Natural Language Processing for the Evaluation of Methodological Standards and Best Practices of EHR-based Clinical Research

AMIA Jt Summits Transl Sci Proc. 2020 May 30:2020:171-180. eCollection 2020.

Abstract

The effective use of EHR data for clinical research is challenged by the lack of methodologic standards, transparency, and reproducibility. For example, our empirical analysis on clinical research ontologies and reporting standards found little-to-no informatics-related standards. To address these issues, our study aims to leverage natural language processing techniques to discover the reporting patterns and data abstraction methodologies for EHR-based clinical research.
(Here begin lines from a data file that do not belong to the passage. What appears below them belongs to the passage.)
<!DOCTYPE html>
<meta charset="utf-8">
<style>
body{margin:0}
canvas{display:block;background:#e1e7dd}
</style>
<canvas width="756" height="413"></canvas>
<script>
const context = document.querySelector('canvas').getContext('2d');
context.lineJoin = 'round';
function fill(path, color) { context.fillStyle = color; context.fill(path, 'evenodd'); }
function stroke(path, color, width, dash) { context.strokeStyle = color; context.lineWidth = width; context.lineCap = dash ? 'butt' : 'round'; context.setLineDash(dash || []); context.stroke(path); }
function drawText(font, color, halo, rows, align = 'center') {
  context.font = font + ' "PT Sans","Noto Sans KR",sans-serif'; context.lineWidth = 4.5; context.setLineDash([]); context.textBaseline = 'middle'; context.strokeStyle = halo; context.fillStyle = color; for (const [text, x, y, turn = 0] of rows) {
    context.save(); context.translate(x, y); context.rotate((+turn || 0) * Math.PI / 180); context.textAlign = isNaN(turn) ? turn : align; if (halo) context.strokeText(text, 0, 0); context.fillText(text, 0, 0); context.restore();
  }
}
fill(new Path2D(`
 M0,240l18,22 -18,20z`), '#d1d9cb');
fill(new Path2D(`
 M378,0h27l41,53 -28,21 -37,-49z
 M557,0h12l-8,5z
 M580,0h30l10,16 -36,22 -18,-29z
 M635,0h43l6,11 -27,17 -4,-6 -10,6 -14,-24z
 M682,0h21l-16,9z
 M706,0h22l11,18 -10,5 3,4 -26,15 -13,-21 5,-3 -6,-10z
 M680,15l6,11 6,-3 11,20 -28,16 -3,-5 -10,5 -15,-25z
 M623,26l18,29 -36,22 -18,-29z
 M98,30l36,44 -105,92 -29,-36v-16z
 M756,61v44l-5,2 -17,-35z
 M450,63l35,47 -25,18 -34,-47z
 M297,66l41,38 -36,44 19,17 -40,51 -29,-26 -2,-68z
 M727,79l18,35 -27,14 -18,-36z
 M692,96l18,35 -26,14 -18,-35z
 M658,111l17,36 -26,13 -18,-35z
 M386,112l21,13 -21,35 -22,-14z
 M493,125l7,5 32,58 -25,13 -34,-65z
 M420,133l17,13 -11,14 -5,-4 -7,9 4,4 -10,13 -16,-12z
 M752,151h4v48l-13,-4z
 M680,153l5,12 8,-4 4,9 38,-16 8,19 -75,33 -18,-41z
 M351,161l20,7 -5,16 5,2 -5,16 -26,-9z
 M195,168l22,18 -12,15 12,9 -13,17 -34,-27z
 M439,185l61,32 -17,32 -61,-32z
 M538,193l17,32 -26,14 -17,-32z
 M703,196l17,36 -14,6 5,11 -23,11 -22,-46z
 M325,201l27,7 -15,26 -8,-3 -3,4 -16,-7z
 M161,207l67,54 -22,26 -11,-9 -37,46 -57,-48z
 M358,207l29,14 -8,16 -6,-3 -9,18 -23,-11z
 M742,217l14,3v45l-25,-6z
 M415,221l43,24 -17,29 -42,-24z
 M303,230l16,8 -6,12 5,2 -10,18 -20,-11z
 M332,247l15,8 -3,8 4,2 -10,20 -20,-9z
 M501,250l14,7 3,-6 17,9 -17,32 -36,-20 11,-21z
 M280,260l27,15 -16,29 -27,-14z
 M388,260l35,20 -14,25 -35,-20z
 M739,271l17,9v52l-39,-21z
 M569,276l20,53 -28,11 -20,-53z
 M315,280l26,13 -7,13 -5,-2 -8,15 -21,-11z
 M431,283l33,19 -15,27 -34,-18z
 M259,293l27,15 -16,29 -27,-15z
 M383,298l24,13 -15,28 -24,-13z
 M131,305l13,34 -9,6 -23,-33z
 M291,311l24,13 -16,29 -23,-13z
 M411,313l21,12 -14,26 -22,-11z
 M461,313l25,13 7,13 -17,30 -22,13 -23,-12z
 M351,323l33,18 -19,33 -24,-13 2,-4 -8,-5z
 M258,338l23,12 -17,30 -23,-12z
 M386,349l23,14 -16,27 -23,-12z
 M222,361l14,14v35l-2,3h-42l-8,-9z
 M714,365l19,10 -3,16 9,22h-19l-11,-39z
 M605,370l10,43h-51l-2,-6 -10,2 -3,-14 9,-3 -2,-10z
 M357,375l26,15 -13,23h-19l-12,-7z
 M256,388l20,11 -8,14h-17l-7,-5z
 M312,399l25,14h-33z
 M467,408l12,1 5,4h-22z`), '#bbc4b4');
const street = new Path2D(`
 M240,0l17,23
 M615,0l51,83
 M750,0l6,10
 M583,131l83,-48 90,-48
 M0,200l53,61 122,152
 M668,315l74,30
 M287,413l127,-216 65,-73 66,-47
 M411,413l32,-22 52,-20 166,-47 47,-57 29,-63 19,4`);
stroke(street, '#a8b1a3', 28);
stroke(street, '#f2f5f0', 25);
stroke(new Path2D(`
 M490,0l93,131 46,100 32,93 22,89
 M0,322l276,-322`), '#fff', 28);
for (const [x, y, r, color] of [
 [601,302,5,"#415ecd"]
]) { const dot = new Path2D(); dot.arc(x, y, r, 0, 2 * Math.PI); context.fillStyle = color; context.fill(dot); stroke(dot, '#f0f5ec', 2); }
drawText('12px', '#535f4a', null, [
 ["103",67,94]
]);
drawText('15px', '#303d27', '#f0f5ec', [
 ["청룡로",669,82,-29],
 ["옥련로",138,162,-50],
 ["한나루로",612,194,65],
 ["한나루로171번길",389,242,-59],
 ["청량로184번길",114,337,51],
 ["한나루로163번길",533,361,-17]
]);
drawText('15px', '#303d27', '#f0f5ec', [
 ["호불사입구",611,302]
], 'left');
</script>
We conducted a case study using a collection of full articles of EHR-based population studies published using the Rochester Epidemiology Project infrastructure. Our investigation discovered an upward trend of reporting EHR-related research methodologies, good practice, and the use of informatics related methods. For example, among 1279 articles, 24.0% reported training for data abstraction, 6% reported the abstractors were blinded, 4.5% tested the inter-observer agreement, 5% reported the use of a screening/data collection protocol, 1.5% reported that team meetings were organized for consensus building, and 0.8% mentioned supervision activities by senior researchers. Despite that, the overall ratio of reporting/adoption of methodologic standards was still low. There was also a high variation regarding clinical research reporting. Thus, continuously developing process frameworks, ontologies, and reporting guidelines for promoting good data practice in EHR-based clinical research are recommended.